Copper Closes Sharply Lower

Copper closed significantly lower this week after China released new indicators pointing to an economic slowdown.

The metal attempted a recovery after the People’s Bank of China (PBoC) cut interest rates to stimulate local demand, but the incentive seemed insufficient in the face of the negative outlook in the real estate and infrastructure sectors.

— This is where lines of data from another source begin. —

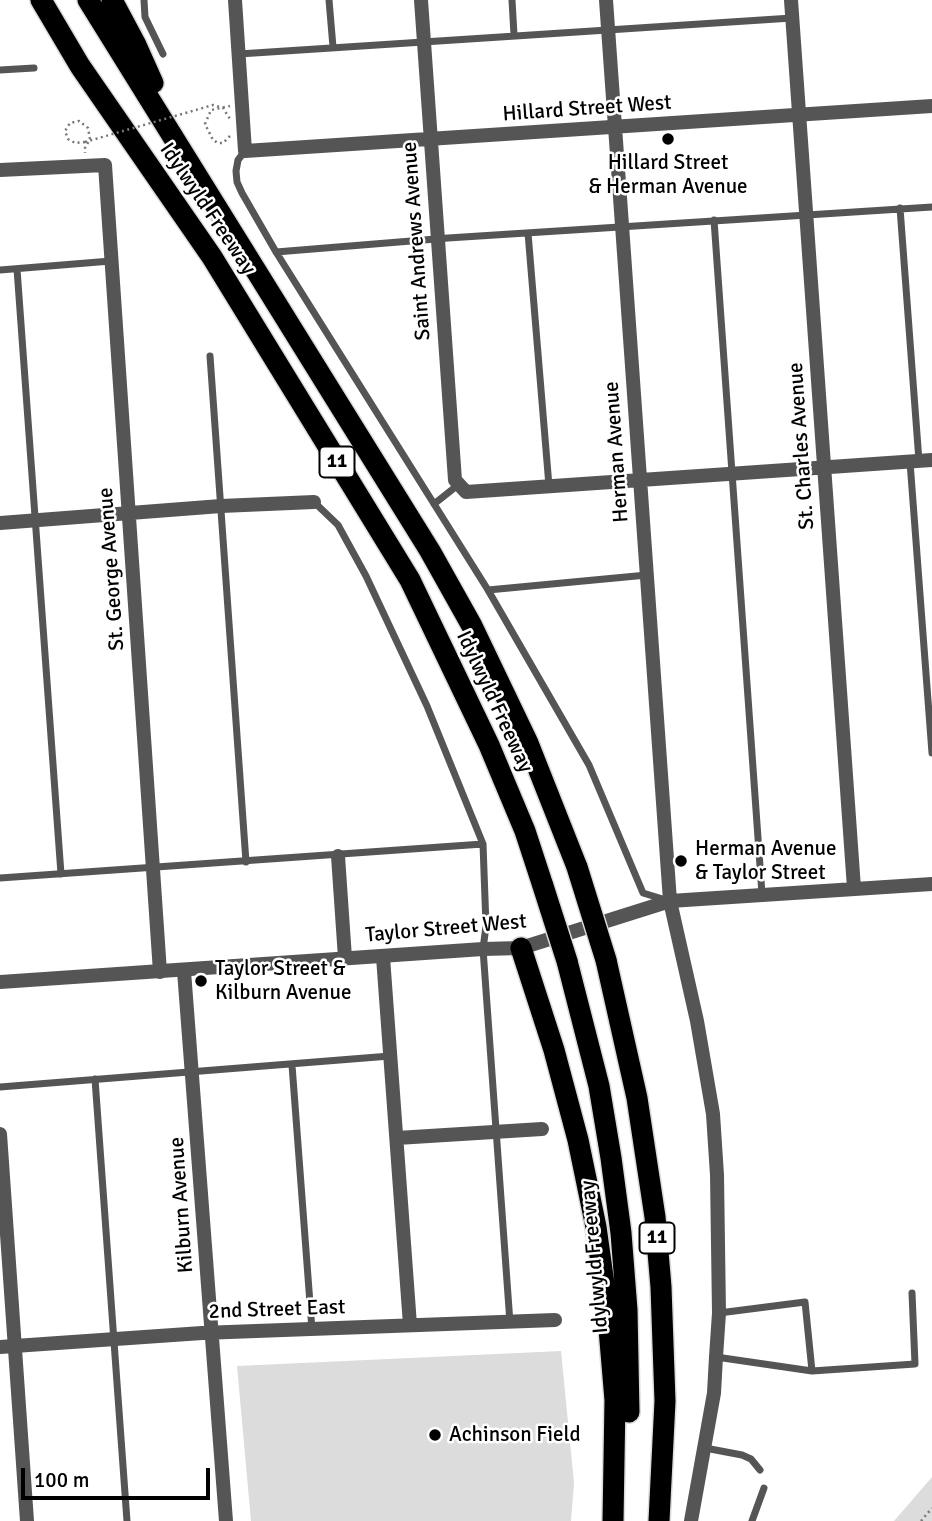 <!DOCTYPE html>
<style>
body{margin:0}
#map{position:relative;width:932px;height:1521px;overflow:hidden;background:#fff;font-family:Signika,sans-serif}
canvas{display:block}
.scale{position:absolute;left:21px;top:1468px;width:189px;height:32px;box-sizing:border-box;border:4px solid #000;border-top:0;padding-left:9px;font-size:21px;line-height:24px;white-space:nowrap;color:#000;-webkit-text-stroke:5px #fff;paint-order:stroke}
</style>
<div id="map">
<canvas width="932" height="1521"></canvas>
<div class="scale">100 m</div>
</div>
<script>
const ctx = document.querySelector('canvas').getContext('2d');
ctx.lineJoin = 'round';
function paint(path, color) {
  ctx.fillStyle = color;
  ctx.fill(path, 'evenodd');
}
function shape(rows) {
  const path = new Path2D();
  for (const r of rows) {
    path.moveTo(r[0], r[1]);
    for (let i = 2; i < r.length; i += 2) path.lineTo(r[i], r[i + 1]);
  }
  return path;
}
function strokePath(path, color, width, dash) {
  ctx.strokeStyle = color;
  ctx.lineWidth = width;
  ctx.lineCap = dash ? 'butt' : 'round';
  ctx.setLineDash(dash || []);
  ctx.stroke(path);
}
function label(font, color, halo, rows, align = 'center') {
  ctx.font = font + ' Signika,sans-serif';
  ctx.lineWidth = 5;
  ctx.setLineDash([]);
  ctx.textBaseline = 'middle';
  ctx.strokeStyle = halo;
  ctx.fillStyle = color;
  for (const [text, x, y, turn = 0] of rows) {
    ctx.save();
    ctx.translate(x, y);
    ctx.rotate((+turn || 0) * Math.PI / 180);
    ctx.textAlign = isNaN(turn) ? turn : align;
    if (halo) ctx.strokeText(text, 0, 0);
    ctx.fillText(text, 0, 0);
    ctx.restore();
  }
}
paint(shape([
 [561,1351,574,1483,571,1521,251,1521,237,1366],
 [932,1477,932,1521,894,1521]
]), '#dcdcdc');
const motorway = shape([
 [41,0,80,66,212,257,410,580,489,745,525,831,543,886],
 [88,0,430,551,472,626,528,743,577,867],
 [112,0,136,45,153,83],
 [521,948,554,1050,578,1140,596,1227,607,1305,615,1400,613,1521],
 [606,960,637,1098,655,1217,661,1287,665,1401,659,1521],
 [567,961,599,1086,611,1158,621,1233,627,1310,629,1412]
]);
strokePath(motorway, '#dbdbdb', 24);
strokePath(shape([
 [230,136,223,143,218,143,213,140,205,124,211,110,230,106],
 [85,142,75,143,68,139,65,131,70,123,79,121,88,128,90,139,85,148,85,153],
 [921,1521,932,1508]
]), '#777', 2.5, [2, 3.5]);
strokePath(shape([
 [144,0,145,17,163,54],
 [329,0,333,47],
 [512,0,514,35],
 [239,54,792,18],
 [0,70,34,68],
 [245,151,238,160,236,171,237,182,242,193,276,252,488,590,589,765,643,893,666,900],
 [900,208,919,461],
 [714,220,762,894],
 [528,233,549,486],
 [276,252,448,238,932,207],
 [17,269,61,874],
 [0,270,111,261],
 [210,356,246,862],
 [910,462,932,753],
 [314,502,338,525,366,576,427,706,483,844],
 [434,504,458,485],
 [488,590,647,575],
 [0,878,483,844,486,926,483,949,510,1323],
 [292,1065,312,1330],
 [95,1079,127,1521],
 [0,1087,390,1056],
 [719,1313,805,1302,812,1371],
 [716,1357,812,1371,915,1364,912,1293],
 [705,1448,742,1455,751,1459,760,1470],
 [752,1521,764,1488]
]), '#555', 7);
strokePath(shape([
 [235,0,245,151,932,106],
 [421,0,455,480,466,492,932,460],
 [606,0,670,901,697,1021,713,1114,717,1175,719,1313,716,1357,714,1393,691,1521],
 [791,0,854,888],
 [0,170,105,165,160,972],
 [0,523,221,506,314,502],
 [338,856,345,958],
 [670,901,932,884],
 [383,957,410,1325],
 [184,971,226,1521],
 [0,1134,27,1521],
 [397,1138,542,1129],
 [0,1347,202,1333,555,1320]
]), '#555', 14);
strokePath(shape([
 [0,982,483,949,521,948,670,901]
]), '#555', 14);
strokePath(motorway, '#000', 21);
const motorwayBridge = shape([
 [577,867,606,960],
 [543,886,567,961]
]);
strokePath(motorwayBridge, '#dbdbdb', 24, []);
strokePath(shape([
 [85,142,213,105,223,108,230,119]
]), '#777', 2.5, [2, 3.5]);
strokePath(motorwayBridge, '#000', 21);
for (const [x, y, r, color] of [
 [668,139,7,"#000"],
 [681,861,7,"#000"],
 [201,981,7,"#000"],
 [435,1435,7,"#000"]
]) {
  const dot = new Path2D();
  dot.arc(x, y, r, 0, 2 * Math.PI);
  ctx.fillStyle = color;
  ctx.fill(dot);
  strokePath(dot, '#fff', 2.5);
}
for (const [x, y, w] of [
 [337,462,35],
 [657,1238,35]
]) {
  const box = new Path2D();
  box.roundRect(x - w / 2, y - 15.5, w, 31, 5);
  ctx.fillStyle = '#fff';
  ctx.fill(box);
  strokePath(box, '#000', 2);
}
label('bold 19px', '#000', null, [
 ["11",337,462],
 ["11",657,1238]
]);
label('21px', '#000', '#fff', [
 ["Hillard Street West",587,109,-4],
 ["Idylwyld Freeway",207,209,56],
 ["Saint Andrews Avenue",417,241,-94],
 ["St. Charles Avenue",802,446,-94],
 ["Herman Avenue",617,452,-94],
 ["St. George Avenue",112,569,-94],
 ["Idylwyld Freeway",494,702,65],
 ["Taylor Street West",446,929,-5],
 ["Kilburn Avenue",182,1205,-94],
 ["Idylwyld Freeway",595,1257,-95],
 ["2nd Street East",277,1310,-2]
]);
label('21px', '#000', '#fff', [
 ["Hillard Street",668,163,"center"],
 ["& Herman Avenue",668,187,"center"],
 ["Herman Avenue",695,849],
 ["& Taylor Street",695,873],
 ["Taylor Street &",215,969],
 ["Kilburn Avenue",215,993],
 ["Achinson Field",449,1435]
], 'left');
</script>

On the Comex, the division for metals at the New York Mercantile Exchange (Nymex), copper with delivery scheduled for October fell by 1.56%. On the London Metal Exchange (LME), the ton of metal for three months experienced a decline of 1.23%.

According to Carsten Menke, an analyst at Julius Baer, “China’s data disappointed in all aspects,” and the country’s interest rate cut “won’t be sufficient as China’s struggles run deeper and reflect a mix of cyclical and structural factors” to foster consumption.

Menke assesses that in the future, China’s expectation to demand less copper as the country’s population points to an overall contraction, accompanied by less pronounced urbanization, which will require less from the real estate sector and consequently reduce the demand for copper.

Commerzbank estimates that Chinese copper production has also increased, intensifying the supply while demand continues to remain low. According to Commerzbank, a recent survey by the Chinese state agency Antaike shows that basic metal production grew by 3.4% in July, based on a sample that corresponds to 82% of China’s total production.